The overheat abuse experiment of a 12S1P 37 Ah prismatic Lithium-ion battery module in a nominal energy of 1.65 kWh is conducted in this work. The cell behaviors and characterization in the process of thermal runaway propagation is investigated, including the gas eruption, the fire ejection, the flame combustion, the audio features, and the heat transfer, respectively. In the experiment, the central cell is heated on both sides until the pole temperature moves beyond 300 °C, the thermal runaway undergoes about 43 min and propagates from the central to both sides in the module, and all 12 cells burn.

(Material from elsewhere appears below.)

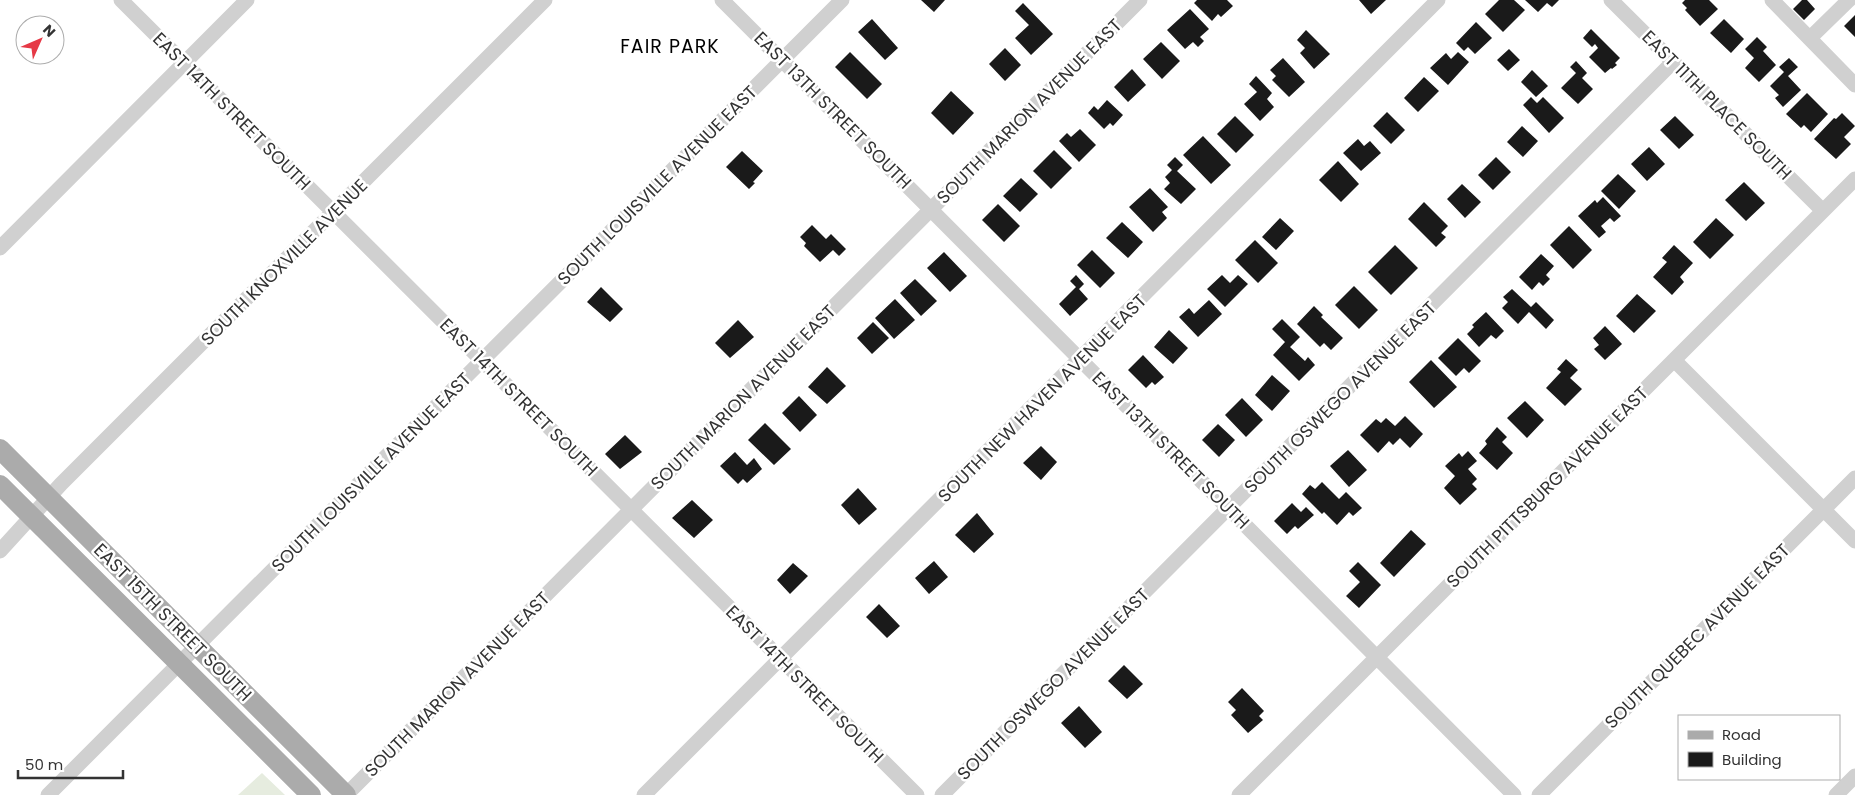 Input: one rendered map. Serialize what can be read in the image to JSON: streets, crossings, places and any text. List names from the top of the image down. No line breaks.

Results show that the first three runaway cells spout gas at first, and, then, emit sound with close amplitudes, frequencies, and energies, about 200 s earlier than the fire ejection. Then, the characteristic of the internal short circuit is the temperature rate zone of 1.0 K/s with time greater than 20 s. Moreover, the proposed thermal propagation coefficient is used to assess the thermal propagation capabilities of the runaway cells on their adjacent cells, and this explains the runaway sequence. It is anticipated that the experimental results can provide the deep understanding, thermal runaway warning, and evaluation method for the module safety design.

Suggested Citation

  • Ximing Cheng & Tao Li & Xusong Ruan & Zhenpo Wang, 2019. "Thermal Runaway Characteristics of a Large Format Lithium-Ion Battery Module," Energies, MDPI, vol. 12(16), pages 1-18, August.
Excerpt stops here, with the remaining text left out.